* [Problem details]: Go through the lines below and copy any that hold the string "data".

──────────

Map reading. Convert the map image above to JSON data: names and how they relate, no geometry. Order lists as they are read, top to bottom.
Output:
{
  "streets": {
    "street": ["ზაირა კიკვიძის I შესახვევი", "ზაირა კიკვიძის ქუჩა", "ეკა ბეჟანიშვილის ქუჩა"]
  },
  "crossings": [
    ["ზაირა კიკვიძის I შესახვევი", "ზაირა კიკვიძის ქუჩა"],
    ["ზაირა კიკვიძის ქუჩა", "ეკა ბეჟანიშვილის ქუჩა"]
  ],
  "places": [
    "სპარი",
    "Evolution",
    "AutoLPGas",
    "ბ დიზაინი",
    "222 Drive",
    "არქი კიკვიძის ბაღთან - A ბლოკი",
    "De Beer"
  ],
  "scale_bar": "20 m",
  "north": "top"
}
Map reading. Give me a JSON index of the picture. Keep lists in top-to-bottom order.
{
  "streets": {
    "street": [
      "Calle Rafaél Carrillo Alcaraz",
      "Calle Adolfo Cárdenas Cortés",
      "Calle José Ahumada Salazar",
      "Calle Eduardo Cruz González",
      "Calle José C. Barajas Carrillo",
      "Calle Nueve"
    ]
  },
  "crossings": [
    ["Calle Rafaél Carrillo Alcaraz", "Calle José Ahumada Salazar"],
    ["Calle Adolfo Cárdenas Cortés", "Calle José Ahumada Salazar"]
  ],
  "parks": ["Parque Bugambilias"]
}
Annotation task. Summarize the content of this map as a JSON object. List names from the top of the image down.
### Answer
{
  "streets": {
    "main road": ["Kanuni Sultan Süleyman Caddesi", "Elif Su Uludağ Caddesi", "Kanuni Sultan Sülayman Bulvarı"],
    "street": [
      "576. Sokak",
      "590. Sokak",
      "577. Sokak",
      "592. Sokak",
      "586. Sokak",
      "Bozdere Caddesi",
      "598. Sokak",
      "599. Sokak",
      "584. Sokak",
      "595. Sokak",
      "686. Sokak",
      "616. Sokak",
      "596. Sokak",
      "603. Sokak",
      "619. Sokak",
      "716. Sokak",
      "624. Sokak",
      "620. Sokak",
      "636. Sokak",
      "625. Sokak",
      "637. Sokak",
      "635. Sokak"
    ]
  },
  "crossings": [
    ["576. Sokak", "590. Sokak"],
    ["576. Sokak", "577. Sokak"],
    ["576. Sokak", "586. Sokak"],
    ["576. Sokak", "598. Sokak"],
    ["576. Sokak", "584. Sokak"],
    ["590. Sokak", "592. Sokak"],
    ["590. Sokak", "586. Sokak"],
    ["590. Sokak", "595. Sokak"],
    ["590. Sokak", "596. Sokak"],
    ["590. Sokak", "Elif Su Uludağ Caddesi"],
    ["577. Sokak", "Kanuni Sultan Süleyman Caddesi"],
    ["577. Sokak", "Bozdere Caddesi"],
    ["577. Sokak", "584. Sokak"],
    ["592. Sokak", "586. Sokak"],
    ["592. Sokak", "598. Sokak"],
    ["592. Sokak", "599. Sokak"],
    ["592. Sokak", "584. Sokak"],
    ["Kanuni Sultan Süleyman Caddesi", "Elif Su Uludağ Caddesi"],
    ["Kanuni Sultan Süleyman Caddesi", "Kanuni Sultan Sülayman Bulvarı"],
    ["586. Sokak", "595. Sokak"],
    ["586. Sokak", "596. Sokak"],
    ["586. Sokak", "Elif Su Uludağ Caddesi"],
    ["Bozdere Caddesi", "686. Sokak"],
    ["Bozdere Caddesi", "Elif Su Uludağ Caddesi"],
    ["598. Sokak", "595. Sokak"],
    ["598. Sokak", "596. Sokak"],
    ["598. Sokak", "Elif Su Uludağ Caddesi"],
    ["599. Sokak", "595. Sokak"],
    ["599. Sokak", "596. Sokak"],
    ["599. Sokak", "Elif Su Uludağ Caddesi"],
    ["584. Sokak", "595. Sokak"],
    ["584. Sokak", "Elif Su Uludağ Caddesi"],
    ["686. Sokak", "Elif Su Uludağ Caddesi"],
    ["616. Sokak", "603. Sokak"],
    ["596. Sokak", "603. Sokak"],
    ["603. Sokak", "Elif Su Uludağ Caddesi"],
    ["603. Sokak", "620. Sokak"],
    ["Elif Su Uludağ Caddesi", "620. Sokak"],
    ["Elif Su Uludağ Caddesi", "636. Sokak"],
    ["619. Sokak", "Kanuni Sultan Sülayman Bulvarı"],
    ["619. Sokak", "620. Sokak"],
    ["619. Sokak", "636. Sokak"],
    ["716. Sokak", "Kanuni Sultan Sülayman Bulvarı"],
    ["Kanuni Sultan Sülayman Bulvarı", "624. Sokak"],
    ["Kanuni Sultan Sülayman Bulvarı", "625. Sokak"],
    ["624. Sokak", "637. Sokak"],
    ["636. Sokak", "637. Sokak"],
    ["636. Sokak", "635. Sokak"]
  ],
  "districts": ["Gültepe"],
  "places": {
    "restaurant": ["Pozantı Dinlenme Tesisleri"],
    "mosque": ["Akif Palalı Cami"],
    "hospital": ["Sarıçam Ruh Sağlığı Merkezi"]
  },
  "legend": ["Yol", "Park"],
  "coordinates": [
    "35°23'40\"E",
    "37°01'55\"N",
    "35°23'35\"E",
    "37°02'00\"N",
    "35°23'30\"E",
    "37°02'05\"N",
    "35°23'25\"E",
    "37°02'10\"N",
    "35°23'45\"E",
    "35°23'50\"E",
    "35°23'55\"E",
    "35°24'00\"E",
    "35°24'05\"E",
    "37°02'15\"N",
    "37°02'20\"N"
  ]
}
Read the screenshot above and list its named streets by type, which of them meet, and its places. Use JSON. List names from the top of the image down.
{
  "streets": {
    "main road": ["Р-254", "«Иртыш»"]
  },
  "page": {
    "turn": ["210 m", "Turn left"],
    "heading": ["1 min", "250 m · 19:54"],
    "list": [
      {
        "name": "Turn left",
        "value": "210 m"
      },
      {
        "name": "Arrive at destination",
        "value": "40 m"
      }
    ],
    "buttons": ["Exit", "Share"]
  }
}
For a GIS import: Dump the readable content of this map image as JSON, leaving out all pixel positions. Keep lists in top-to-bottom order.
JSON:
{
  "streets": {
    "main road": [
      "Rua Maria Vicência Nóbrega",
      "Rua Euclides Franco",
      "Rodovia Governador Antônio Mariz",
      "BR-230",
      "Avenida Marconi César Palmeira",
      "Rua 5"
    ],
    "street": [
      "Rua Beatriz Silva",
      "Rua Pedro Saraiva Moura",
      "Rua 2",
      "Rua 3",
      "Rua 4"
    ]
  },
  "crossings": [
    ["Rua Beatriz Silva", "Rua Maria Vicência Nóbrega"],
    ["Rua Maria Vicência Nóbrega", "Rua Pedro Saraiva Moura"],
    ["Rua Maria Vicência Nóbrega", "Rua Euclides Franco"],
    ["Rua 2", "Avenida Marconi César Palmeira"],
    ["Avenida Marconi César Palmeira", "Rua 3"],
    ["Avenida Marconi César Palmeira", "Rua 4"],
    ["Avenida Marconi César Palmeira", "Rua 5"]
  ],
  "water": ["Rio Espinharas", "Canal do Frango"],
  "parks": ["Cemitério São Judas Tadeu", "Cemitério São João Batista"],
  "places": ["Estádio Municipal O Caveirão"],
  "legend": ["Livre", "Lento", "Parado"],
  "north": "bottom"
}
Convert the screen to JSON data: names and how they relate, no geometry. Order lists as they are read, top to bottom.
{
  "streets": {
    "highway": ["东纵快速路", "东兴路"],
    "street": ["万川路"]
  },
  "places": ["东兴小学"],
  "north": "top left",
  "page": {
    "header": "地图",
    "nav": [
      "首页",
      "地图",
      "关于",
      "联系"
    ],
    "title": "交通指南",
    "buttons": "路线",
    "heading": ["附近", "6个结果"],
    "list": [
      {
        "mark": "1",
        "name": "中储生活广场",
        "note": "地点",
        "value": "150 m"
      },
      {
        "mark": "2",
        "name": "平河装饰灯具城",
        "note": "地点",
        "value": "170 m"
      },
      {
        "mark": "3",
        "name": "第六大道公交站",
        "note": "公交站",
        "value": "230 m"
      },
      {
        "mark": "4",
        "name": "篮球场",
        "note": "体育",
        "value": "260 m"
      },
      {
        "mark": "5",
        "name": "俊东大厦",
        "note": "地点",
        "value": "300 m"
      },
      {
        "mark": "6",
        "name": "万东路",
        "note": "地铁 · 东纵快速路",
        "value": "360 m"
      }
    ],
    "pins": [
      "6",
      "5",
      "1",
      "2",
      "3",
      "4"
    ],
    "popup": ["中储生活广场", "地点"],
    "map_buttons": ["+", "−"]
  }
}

──────────

* [Solution for this task]:
Map reading. Convert the map image above to JSON data: names and how they relate, no geometry. Order lists as they are read, top to bottom.
Convert the screen to JSON data: names and how they relate, no geometry. Order lists as they are read, top to bottom.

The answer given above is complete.